■ **Exercise description**:
The records below are to be reproduced exactly, with the pictures left out.

Collected data entries

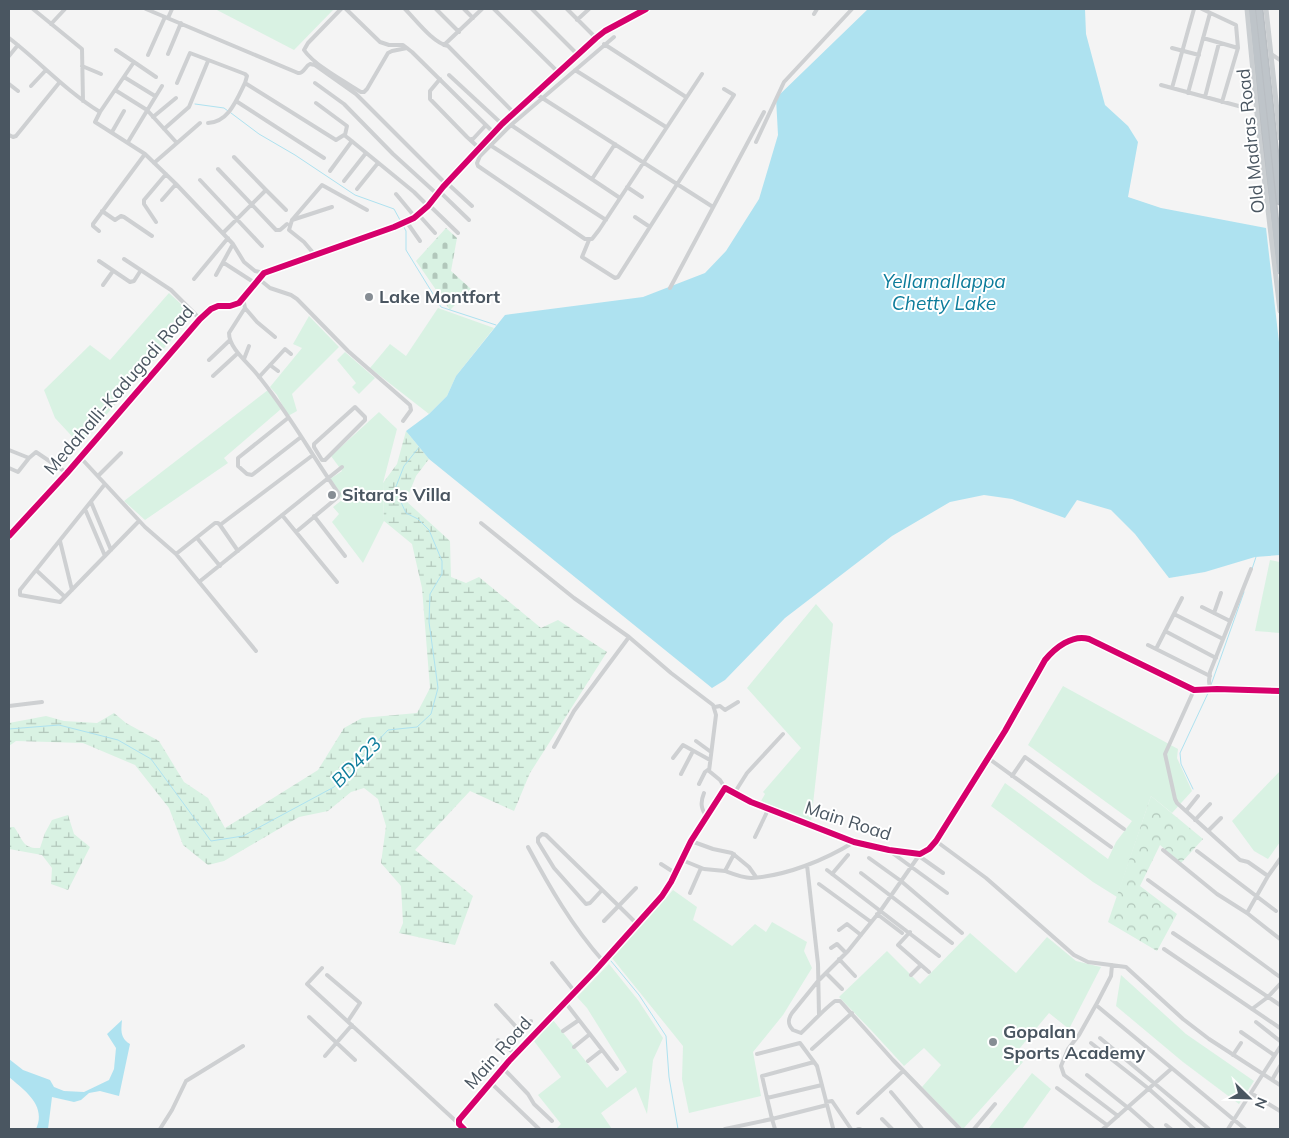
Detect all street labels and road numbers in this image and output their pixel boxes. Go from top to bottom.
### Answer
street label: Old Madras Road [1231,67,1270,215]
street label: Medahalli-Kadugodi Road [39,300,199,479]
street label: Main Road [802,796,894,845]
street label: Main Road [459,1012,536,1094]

■ **Your response**:
Detect all street labels and road numbers in this image and output their pixel boxes. Go from top to bottom.
### Answer
street label: Old Madras Road [1231,67,1270,215]
street label: Medahalli-Kadugodi Road [39,300,199,479]
street label: Main Road [802,796,894,845]
street label: Main Road [459,1012,536,1094]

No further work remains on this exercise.